Questa assemblea si tiene a 13 mesi di distanza dalla pubblicazione dell’enciclica Laudato si’ di papa Francesco, «una riflessione profetica, poetica, toccante e pratica, che è, al tempo stesso, una chiamata alla conversione». Oggi non bastano più né la collaborazione, né la cooperazione. È indispensabile passare al partenariato, cioè all’insieme di più persone che «lavorano per creare un obiettivo congiunto liberamente e volontariamente, usando processi e risorse per conseguirlo e applicando reciprocità totale di potere, e influenza sull’esito».

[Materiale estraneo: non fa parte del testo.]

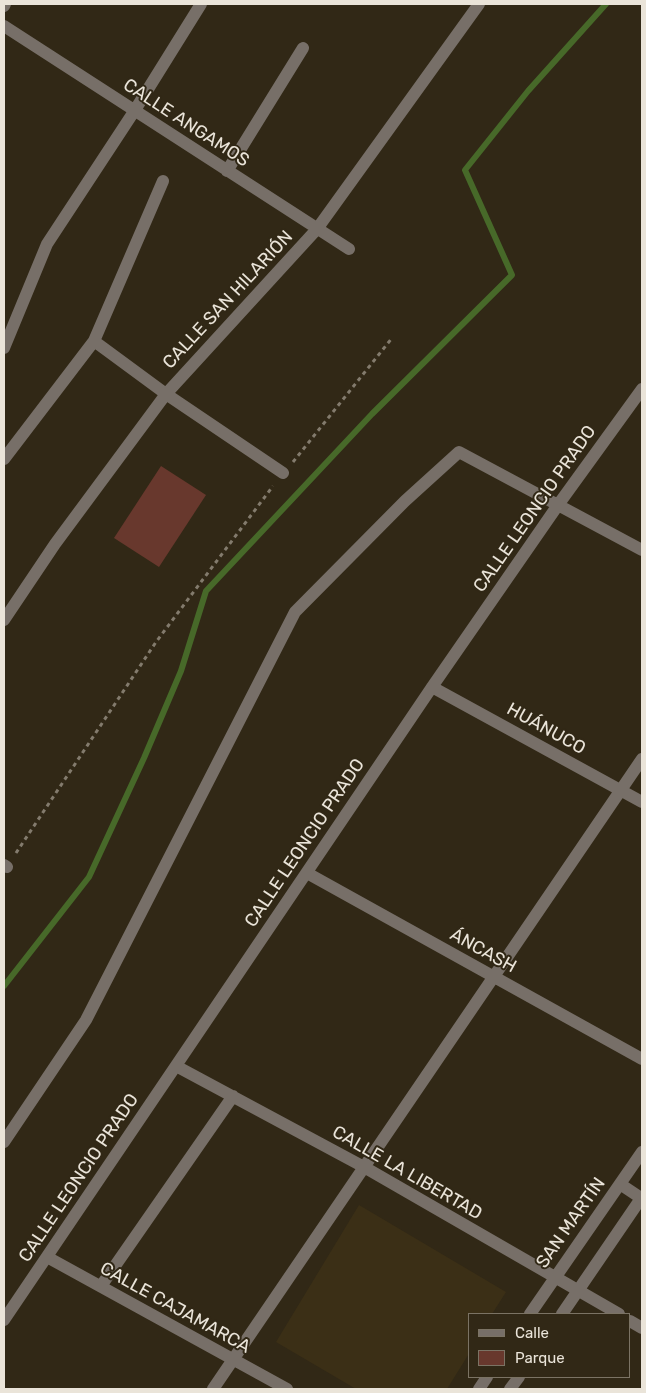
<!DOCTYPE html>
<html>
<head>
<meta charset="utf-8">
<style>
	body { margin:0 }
	#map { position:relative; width:646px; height:1393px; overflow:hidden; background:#312816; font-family:Rubik,sans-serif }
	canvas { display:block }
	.frame { position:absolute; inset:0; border:5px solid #eae4d9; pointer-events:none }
	.legend { position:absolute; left:468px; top:1313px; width:162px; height:65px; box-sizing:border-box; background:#312816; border:1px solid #7b7364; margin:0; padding:6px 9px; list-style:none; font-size:15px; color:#eae4d9 }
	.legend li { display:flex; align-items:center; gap:10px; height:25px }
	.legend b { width:25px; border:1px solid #7b7364 }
</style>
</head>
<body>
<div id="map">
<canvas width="646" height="1393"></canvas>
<div class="frame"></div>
<ul class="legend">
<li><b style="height:6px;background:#776f68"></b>Calle</li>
<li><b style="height:14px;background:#68382d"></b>Parque</li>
</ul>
</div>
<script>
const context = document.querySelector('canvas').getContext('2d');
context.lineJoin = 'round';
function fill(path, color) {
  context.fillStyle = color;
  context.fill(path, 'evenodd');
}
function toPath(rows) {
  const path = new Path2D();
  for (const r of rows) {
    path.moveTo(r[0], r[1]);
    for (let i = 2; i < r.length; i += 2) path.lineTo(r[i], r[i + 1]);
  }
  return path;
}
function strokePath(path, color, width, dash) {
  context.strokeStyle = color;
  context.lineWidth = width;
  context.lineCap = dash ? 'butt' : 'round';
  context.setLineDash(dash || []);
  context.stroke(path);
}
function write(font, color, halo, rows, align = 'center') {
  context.font = font + ' Rubik,sans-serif';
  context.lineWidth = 4;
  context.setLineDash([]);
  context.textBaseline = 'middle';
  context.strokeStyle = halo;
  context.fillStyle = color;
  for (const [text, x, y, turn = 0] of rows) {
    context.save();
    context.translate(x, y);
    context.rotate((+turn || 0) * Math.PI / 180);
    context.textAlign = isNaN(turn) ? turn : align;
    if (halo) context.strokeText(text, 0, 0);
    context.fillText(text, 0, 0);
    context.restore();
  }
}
fill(toPath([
	[359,1205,506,1292,492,1314,470,1314,470,1352,447,1389,356,1389,276,1342]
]), '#3b2f16');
fill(toPath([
	[161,466,206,495,159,567,114,538]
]), '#68382d');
strokePath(toPath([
	[4,986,89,877,144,758,181,671,206,591,372,414,512,275,465,170,528,91,606,4]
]), '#476929', 6);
strokePath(toPath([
	[293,462,392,338],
	[16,853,156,642,273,486]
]), '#837b6d', 3, [4, 4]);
strokePath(toPath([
	[4,6,5,4],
	[4,26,349,249],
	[227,171,303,48],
	[94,341,166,394,283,473],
	[4,348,47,244,135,110,201,4],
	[4,459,94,341,163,181],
	[4,620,55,544,166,394,317,229,479,4],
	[432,687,642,802],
	[4,865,7,867],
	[307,873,642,1059],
	[176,1066,364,1167,619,1314],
	[4,1142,86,1020,295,612,405,501,459,452,642,550],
	[620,1184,641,1198],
	[47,1257,287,1389],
	[101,1286,233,1096],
	[530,1314,642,1152],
	[562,1314,642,1197],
	[4,1320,432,687,558,505,642,389],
	[630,1321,642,1328],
	[213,1389,642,759],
	[479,1389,487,1377],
	[510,1389,519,1377]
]), '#776f68', 12);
write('18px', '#eae4d9', '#312816', [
	["CALLE ANGAMOS",186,123,33],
	["CALLE SAN HILARIÓN",228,300,-47],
	["CALLE LEONCIO PRADO",535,509,-55],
	["HUÁNUCO",546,729,29],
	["CALLE LEONCIO PRADO",305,843,-56],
	["ÁNCASH",483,951,29],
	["CALLE LA LIBERTAD",407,1173,30],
	["CALLE LEONCIO PRADO",79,1178,-56],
	["SAN MARTÍN",571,1223,-55],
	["CALLE CAJAMARCA",175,1308,29]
]);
</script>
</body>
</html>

Esistono moltissimi progetti, a dir poco meravigliosi, che dimostrano la capacità delle religiose di lavorare insieme a servizio del popolo di Dio e del suo Creato. Ma «siamo abbastanza mature per creare veri partenariati? Perché non impegnarsi a «trasformare la nostra visione del mondo, modificando la nostra capacità di essere compassionevoli, rivoluzionando i nostri ambienti sicuri, liberandoci della nostra compiacenza e svincolandoci dalla nostra inerzia?».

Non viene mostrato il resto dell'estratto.